2

I'm working on reimplementing the MuZero paper. In the description of the MCTS (page 12), they indicate that a new node with associated state $s$ is to be initialized with $Q(s,a) = 0$, $N(s,a) = 0$ and $P(s,a) = p_a$. From this, I understand that the root node with state $s_0$ will have edges with zero visits each, zero value and policy evaluated on $s_0$ by the prediction network.

So far so good. Then they explain how actions are selected, according to the equation (also on page 12):

enter image description here

But for the very first action (from the root node) this will give a vector of zeros as argument to the argmax: $Q(s_0,a) = 0$ and $\sum_bN(s_0,b)=0$, so even though $P(s_0,a)$ is not zero, it will be multiplied by a zero weight.

Surely there is a mistake somewhere? Or is it that the very first action is uniformly random?

Ziofil
  • 128
  • 7

1 Answers1

1

Yeah, it seems that you're right and based on the description of the paper it would indeed behave uniformly random at the very first iteration (or maybe just always deterministically pick whichever action happens to be the first one in the list). I can't find anything that would suggest otherwise in the paper, and also the pseudocode they put on arXiv suggests the same behaviour.

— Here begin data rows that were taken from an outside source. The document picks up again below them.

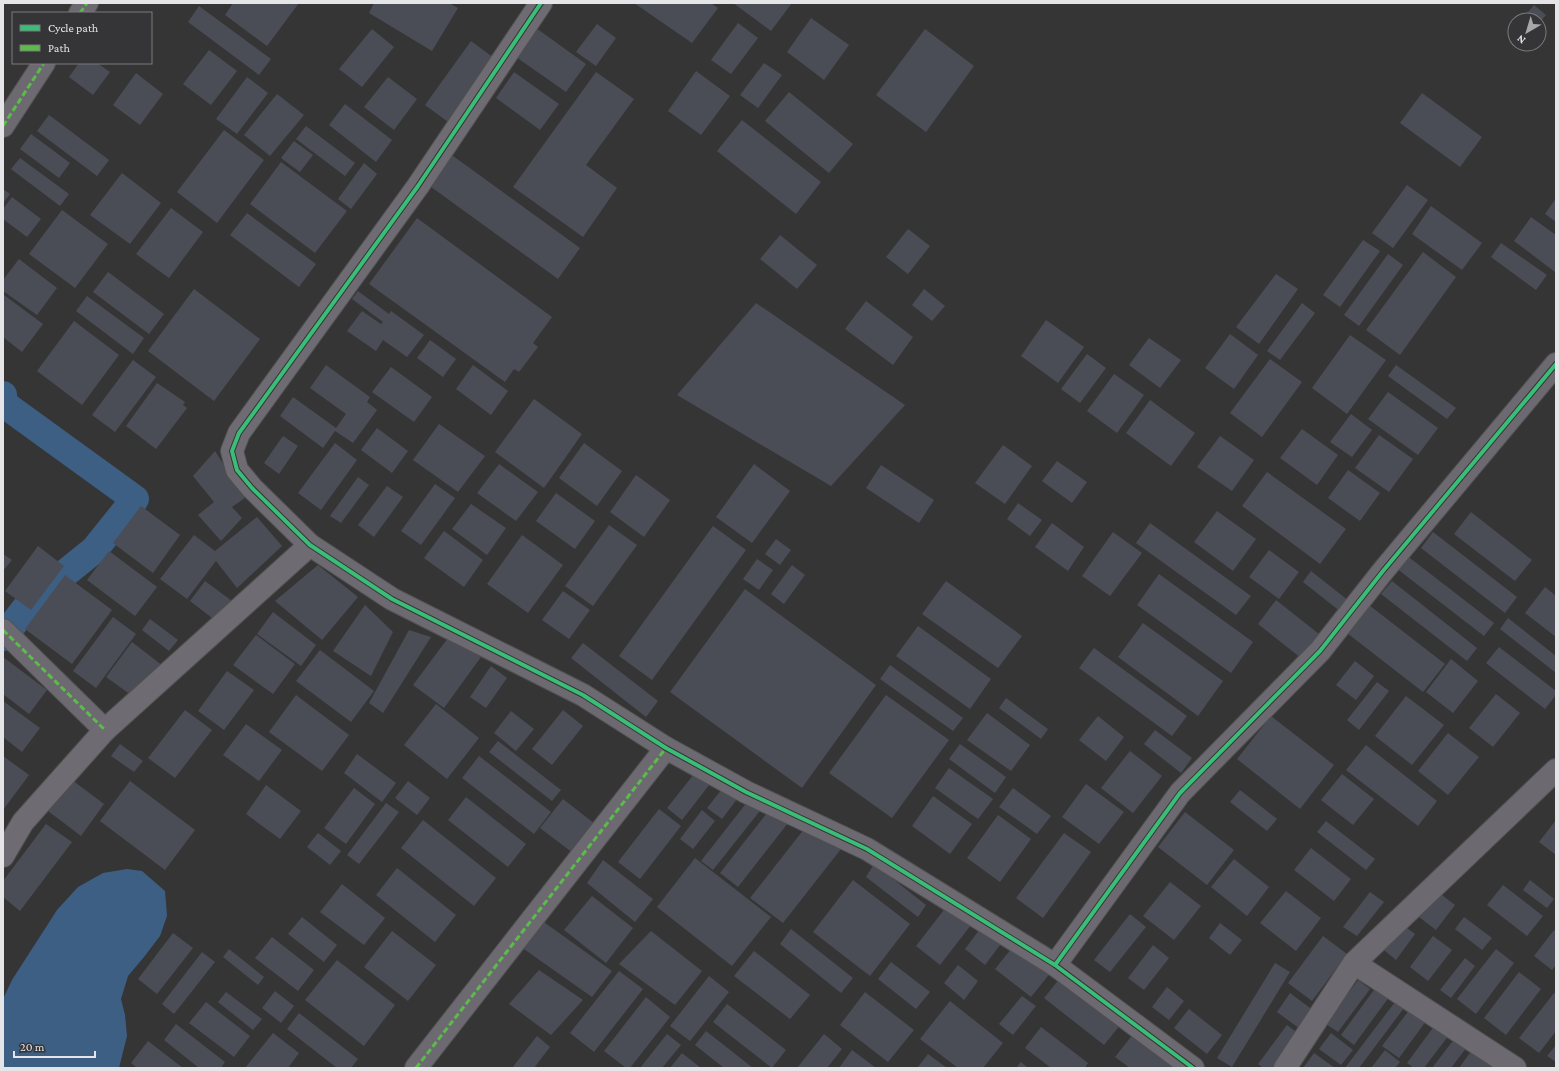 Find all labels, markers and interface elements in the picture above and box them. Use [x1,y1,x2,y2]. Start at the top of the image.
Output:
legend [12,12,152,64]
north arrow [1507,12,1547,52]
text: Cycle path [48,21,99,35]
text: N [1514,33,1527,47]
text: Path [48,41,70,55]
scale bar [14,1033,95,1059]
text: 20 m [20,1040,45,1054]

I can't really think of any reason why this would be better than playing according to $P(s, a)$ in the very first iteration though. Maybe it creates a tiny little bit more variety in the tree search results you get? I suppose all the stochasticity that is normally inherent to a vanilla MCTS is no longer present in MuZero (or AlphaZero), because they always run for exactly the same number of iterations, and don't have any sort of random rollouts anymore; this would at least introduce a tiny bit of variation.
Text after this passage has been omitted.